Would you repeat all the lines below, exactly as they stand?

+---+

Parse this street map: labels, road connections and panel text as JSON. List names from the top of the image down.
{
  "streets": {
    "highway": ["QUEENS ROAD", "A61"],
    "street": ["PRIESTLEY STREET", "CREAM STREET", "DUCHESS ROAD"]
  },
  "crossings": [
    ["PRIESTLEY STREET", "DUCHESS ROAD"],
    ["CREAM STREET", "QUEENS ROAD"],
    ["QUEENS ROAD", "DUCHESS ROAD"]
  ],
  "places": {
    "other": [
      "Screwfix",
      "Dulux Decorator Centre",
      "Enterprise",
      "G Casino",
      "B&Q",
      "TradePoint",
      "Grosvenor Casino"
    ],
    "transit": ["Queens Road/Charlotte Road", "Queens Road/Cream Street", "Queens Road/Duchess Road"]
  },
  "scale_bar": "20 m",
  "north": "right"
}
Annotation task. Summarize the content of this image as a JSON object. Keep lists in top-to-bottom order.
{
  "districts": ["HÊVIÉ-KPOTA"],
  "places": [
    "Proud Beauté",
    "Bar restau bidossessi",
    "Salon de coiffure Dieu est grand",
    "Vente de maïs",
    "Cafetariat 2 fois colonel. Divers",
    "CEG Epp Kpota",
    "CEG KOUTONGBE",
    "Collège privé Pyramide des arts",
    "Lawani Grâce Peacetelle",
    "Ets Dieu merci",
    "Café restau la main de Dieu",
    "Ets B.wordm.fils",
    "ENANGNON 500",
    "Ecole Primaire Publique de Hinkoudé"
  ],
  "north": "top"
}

+---+

Solution to the exercise =>
Parse this street map: labels, road connections and panel text as JSON. List names from the top of the image down.
{
  "streets": {
    "highway": ["QUEENS ROAD", "A61"],
    "street": ["PRIESTLEY STREET", "CREAM STREET", "DUCHESS ROAD"]
  },
  "crossings": [
    ["PRIESTLEY STREET", "DUCHESS ROAD"],
    ["CREAM STREET", "QUEENS ROAD"],
    ["QUEENS ROAD", "DUCHESS ROAD"]
  ],
  "places": {
    "other": [
      "Screwfix",
      "Dulux Decorator Centre",
      "Enterprise",
      "G Casino",
      "B&Q",
      "TradePoint",
      "Grosvenor Casino"
    ],
    "transit": ["Queens Road/Charlotte Road", "Queens Road/Cream Street", "Queens Road/Duchess Road"]
  },
  "scale_bar": "20 m",
  "north": "right"
}
Annotation task. Summarize the content of this image as a JSON object. Keep lists in top-to-bottom order.
{
  "districts": ["HÊVIÉ-KPOTA"],
  "places": [
    "Proud Beauté",
    "Bar restau bidossessi",
    "Salon de coiffure Dieu est grand",
    "Vente de maïs",
    "Cafetariat 2 fois colonel. Divers",
    "CEG Epp Kpota",
    "CEG KOUTONGBE",
    "Collège privé Pyramide des arts",
    "Lawani Grâce Peacetelle",
    "Ets Dieu merci",
    "Café restau la main de Dieu",
    "Ets B.wordm.fils",
    "ENANGNON 500",
    "Ecole Primaire Publique de Hinkoudé"
  ],
  "north": "top"
}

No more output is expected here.